TO DO: With the string "Armendáriz" as the filter, copy each matching line from the records.

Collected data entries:

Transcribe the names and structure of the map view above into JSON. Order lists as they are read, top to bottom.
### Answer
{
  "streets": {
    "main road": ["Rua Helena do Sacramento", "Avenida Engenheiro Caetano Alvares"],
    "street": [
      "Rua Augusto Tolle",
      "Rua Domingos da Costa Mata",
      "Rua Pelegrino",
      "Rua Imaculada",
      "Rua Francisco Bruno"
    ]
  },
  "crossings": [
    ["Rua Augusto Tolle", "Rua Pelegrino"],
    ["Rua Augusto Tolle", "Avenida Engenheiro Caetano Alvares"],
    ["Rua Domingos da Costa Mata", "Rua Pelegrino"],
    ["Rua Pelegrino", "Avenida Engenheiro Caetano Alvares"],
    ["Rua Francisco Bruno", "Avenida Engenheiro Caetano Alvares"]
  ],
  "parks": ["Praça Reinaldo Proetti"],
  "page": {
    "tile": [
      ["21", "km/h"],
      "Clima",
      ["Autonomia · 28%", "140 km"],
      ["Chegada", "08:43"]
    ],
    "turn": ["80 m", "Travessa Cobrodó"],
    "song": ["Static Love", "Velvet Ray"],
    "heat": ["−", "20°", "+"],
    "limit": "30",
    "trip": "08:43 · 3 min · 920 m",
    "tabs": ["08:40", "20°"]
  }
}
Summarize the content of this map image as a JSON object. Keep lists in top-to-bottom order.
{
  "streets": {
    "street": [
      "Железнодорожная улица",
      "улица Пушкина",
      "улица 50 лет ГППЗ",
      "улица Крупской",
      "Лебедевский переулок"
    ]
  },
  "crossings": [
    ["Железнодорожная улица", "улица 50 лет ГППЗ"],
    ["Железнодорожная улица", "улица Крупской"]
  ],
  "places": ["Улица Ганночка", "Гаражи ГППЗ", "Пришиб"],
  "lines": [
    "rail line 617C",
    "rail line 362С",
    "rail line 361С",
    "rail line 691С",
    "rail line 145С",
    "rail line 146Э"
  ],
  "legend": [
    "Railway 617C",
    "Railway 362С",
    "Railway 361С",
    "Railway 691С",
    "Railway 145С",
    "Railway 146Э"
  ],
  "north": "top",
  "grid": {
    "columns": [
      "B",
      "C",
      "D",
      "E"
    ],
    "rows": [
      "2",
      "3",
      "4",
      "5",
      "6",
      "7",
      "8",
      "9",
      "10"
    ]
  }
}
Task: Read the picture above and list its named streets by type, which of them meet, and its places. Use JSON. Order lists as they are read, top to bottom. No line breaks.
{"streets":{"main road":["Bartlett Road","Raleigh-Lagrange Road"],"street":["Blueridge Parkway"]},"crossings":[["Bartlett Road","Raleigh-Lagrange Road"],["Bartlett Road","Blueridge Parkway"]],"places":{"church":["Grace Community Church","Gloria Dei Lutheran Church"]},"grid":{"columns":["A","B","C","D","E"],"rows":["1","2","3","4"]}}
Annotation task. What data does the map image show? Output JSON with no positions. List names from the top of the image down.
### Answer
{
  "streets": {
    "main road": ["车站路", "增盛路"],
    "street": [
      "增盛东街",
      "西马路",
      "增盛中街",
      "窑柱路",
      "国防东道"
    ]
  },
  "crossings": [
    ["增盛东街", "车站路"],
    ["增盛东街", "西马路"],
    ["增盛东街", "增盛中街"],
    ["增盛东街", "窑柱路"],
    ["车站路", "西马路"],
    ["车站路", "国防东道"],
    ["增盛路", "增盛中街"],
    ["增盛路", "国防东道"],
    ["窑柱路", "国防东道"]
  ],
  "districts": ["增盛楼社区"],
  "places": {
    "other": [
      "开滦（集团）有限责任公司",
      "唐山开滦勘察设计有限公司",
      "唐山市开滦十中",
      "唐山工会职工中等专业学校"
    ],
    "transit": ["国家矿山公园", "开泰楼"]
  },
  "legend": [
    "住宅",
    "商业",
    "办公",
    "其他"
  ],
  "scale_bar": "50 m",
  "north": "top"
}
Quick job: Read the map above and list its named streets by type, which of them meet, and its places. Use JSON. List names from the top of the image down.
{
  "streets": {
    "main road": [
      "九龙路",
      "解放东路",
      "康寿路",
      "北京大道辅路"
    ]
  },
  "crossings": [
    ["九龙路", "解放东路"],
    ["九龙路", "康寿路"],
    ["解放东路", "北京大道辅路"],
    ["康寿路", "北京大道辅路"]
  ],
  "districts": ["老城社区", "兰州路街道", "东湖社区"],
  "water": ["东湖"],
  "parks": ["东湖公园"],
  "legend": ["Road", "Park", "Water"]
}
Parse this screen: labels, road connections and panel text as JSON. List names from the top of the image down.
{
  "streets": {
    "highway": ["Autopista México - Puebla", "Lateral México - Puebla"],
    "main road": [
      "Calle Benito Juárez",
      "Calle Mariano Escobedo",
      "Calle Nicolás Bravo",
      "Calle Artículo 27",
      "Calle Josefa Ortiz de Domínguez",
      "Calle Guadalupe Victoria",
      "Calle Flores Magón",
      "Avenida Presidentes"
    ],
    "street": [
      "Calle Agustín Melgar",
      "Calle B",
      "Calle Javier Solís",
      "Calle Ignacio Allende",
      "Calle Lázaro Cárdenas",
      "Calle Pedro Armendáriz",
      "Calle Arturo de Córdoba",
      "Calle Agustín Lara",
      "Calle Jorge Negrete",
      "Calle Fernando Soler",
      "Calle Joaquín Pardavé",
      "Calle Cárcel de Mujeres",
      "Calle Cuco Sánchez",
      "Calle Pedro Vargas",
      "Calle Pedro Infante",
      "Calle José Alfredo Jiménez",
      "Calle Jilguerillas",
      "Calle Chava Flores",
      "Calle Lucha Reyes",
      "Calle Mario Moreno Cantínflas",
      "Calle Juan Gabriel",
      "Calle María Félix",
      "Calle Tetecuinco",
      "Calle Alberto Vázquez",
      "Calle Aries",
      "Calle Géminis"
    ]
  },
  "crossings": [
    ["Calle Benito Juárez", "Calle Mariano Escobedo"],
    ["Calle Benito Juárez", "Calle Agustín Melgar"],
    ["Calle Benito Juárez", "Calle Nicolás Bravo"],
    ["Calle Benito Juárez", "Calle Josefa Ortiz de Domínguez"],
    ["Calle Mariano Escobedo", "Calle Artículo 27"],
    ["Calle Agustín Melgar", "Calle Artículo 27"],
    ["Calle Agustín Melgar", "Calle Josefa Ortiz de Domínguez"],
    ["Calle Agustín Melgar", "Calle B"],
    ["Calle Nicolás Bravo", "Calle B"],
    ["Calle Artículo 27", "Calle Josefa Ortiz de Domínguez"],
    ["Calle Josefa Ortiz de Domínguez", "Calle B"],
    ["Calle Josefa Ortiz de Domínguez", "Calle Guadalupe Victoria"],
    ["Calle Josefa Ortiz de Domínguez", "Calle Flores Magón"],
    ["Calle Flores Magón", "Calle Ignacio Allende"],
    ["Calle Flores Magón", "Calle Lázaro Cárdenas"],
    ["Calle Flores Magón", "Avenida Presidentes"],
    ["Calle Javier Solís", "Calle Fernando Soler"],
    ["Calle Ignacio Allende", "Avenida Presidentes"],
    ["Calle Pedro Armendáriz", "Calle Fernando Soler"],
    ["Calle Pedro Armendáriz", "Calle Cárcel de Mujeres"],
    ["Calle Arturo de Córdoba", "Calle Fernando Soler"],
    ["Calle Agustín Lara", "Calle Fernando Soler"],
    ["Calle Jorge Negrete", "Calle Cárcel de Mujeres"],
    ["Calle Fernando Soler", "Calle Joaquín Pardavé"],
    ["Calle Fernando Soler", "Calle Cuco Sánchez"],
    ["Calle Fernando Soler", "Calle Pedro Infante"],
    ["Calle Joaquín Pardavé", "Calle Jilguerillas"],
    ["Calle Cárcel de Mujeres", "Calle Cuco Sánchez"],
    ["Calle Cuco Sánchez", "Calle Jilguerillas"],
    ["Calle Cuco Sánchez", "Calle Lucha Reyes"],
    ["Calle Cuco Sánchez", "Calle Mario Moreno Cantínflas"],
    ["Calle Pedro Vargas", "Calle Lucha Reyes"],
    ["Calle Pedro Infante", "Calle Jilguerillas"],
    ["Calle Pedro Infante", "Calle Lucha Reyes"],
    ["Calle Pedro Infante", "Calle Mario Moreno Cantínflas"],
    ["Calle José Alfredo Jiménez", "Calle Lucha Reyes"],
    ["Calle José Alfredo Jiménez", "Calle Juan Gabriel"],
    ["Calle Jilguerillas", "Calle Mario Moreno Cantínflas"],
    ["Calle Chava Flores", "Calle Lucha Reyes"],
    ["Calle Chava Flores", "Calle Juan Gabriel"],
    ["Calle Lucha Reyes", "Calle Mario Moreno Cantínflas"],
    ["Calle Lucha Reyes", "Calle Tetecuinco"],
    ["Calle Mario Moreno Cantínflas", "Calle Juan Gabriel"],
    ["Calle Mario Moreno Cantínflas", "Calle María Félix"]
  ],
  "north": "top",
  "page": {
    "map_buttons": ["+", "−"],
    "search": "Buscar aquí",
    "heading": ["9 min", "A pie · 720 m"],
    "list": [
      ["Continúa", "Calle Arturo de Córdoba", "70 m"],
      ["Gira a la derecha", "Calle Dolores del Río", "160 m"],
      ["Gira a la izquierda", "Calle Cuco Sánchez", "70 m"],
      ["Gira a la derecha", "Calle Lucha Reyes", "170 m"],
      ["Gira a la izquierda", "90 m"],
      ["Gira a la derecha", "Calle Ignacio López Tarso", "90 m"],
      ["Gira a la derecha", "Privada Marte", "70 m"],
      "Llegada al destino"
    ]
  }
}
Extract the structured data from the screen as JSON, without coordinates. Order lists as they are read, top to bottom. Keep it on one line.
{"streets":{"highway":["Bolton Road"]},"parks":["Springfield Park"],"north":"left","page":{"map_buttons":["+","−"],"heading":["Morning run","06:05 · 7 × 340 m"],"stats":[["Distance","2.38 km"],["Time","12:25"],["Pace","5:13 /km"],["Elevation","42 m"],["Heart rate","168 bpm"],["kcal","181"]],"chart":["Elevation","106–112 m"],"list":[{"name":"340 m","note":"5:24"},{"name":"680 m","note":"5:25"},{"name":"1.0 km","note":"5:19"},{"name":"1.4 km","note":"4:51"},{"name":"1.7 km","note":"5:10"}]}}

RESPONSE TO THIS TASK:
      "Calle Pedro Armendáriz",
    ["Calle Pedro Armendáriz", "Calle Fernando Soler"],
    ["Calle Pedro Armendáriz", "Calle Cárcel de Mujeres"],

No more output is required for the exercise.